Make the most of these 16 days

Dr Gabrielle Jamela Hosein -
Dr Gabrielle Jamela Hosein -

Dr Gabrielle Jamela Hosein

SIXTEEN DAYS of Activism to End Gender-Based Violence is a visionary feminist campaign started by the Women’s Global Leadership Institute more than 30 years ago.

Amid this effort, we should remember that violence against women and girls is complex and ubiquitous.

In public imagination, such violence has been reduced to ending male-partner battery and perhaps also child sexual abuse, which affects girls to a greater extent than boys and is perpetrated mostly by heterosexual men.

Survivors and women navigating the police and judicial system to secure orders of protection and to see perpetrators made responsible for their crimes will tell you that there’s been insufficient change.

Women in relationships will tell you that male controlling behaviour over women’s mobility, freedom, networks, leisure and time are normal, and are hardly named as violence by either women or men, though women may feel dominated and even fearful at home.

Women also continue to be killed by men’s lethality. Anissa Rajgobin-Ageemoolar survived an attempted murder by her ex-husband just last week.

However, violence against women is about more than who women "choose" or whether women leave relationships.

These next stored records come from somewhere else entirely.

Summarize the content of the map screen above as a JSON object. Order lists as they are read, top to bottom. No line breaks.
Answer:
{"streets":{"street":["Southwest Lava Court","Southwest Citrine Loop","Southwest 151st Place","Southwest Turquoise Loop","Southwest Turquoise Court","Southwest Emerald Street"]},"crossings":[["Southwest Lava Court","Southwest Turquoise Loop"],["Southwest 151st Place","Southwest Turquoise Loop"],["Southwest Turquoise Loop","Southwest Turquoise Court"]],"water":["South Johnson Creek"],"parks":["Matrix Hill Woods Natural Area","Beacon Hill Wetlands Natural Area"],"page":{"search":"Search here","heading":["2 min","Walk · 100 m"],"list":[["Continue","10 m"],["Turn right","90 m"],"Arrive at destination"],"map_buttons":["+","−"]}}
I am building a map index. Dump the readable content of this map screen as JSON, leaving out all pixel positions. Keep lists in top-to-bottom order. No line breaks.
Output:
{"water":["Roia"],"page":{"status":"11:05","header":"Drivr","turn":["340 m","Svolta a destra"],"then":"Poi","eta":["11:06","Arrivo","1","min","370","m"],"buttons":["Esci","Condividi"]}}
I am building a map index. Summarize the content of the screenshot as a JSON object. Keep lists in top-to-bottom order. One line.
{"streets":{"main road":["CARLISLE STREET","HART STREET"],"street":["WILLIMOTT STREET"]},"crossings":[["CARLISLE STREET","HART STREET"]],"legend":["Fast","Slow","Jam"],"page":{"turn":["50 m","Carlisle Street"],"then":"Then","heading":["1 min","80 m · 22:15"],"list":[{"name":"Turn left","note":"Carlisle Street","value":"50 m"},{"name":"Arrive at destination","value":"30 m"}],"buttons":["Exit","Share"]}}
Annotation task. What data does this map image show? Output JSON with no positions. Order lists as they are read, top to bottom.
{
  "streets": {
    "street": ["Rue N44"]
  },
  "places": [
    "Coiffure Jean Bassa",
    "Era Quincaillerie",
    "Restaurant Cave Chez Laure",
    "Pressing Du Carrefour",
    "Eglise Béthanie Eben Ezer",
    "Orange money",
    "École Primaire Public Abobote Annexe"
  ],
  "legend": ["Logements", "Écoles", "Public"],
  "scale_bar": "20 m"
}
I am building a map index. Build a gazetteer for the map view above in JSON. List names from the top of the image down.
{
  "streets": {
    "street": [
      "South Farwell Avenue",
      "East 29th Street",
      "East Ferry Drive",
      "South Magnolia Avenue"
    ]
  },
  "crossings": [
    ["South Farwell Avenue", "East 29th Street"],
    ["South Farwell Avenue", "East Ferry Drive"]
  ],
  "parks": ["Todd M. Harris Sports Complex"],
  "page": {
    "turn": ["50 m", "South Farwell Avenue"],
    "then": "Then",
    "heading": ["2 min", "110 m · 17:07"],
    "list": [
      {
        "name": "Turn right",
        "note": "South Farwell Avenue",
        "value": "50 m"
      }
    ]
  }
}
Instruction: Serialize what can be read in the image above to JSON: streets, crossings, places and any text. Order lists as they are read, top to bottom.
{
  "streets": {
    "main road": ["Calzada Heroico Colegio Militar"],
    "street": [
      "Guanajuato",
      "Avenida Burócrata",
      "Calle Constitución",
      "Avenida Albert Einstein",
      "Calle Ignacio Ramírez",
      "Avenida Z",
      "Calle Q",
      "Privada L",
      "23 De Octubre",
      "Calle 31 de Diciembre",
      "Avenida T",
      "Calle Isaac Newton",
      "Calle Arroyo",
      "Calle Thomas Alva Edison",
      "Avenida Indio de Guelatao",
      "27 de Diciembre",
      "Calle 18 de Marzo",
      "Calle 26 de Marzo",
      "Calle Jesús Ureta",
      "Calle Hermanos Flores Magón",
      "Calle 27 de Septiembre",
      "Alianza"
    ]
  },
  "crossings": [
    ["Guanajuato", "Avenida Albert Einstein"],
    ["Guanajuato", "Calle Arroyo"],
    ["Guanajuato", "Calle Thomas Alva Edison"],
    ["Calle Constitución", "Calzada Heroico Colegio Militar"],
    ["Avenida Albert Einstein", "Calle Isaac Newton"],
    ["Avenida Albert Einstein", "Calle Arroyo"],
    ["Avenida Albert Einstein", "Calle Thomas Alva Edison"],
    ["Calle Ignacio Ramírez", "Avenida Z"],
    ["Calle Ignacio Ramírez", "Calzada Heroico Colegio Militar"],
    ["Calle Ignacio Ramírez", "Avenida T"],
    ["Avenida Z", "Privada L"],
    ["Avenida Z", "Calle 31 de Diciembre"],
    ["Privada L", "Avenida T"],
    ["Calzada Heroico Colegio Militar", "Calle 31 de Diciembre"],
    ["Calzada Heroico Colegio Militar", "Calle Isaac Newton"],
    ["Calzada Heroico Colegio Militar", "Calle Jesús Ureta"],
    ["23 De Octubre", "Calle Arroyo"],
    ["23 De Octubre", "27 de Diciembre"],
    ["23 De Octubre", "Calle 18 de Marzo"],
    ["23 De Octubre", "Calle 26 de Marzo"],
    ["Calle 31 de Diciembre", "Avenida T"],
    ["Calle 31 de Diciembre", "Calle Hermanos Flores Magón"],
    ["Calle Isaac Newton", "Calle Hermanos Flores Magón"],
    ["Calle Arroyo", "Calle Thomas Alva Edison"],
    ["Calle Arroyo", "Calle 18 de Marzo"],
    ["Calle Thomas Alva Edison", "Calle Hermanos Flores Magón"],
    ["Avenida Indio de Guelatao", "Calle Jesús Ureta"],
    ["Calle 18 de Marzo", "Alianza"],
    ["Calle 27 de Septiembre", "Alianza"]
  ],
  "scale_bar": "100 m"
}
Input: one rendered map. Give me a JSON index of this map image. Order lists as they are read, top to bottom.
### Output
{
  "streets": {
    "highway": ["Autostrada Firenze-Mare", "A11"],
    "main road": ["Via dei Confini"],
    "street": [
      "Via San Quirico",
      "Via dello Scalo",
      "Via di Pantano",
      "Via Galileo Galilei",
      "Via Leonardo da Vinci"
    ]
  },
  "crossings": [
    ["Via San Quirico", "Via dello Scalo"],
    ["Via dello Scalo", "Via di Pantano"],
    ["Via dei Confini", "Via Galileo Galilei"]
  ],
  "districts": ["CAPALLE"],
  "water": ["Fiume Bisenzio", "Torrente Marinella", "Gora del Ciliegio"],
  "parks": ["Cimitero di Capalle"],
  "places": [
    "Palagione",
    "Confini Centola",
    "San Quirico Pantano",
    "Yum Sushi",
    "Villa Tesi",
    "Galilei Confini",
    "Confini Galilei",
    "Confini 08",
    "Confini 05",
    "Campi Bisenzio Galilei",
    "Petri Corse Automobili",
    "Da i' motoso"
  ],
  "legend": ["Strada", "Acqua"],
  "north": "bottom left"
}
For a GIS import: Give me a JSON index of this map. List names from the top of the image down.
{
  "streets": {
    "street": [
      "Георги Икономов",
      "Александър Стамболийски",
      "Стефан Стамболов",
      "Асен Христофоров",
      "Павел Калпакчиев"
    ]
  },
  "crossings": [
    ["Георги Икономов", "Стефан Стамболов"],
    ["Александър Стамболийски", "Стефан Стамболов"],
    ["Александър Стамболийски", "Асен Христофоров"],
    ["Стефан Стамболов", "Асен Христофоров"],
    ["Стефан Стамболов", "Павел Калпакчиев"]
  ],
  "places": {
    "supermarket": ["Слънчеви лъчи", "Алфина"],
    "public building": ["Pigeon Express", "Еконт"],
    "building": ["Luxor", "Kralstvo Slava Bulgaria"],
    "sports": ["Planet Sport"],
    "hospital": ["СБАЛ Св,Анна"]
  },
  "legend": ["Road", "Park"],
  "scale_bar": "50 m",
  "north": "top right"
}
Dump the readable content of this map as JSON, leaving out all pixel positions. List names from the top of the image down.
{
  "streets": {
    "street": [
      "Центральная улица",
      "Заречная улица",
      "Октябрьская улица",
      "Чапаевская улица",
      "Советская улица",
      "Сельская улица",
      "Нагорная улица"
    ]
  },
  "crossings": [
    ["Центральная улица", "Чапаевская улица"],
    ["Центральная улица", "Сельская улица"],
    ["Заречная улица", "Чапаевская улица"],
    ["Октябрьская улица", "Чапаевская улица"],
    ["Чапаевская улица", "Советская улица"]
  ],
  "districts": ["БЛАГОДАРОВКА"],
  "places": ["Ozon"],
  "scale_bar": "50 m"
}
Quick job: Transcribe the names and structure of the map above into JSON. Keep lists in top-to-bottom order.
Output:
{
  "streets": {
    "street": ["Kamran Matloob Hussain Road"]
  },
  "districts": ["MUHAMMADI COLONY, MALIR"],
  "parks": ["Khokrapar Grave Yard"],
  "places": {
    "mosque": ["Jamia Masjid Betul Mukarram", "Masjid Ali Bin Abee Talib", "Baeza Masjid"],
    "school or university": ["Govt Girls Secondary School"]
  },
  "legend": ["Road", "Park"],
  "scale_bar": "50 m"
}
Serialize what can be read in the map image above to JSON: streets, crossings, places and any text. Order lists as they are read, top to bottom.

Violence perpetrated mainly by men against women is a part of all women’s lives from birth to death, and takes place within as well as beyond homes, within as well as across borders, and within and across multiple contexts.

It is also a fundamental part of gang violence and criminal activity as gang members engage in ritual group rape ("parry") of young women from their communities (supposedly with their consent, though this argument can only be made if you ignore all the power relations involved).

Sexual assault as part of robberies is what women fear as they lie in their beds, just as they fear ending up decomposing in the Aripo forest as they go about their everyday lives. Recently, we’ve also seen assassinations of women or women being shot as “collateral damage” in gang members’ fallings-out or disputes in the drug trade.

Gangs, guns and crime have made women more vulnerable to all forms of violence. Who can forget gunmen killing 16-year-old Angelie Riley’s unborn baby as she slept on a bed next to 21-year-old Daniel Riley? This tragic example also illuminates the multiple vulnerabilities of adolescent girls, which exacerbate the risks to which they are exposed.

Women also experience violence as migrants, particularly those who work in the sex industry, those who are held in captivity to pay off debts and those who are minors. Police officers have been arrested for alleged involvement in human trafficking and child prostitution. Minors and young migrant women aged 15-19 have been found in raids from Westmoorings to Tunapuna to Chaguanas.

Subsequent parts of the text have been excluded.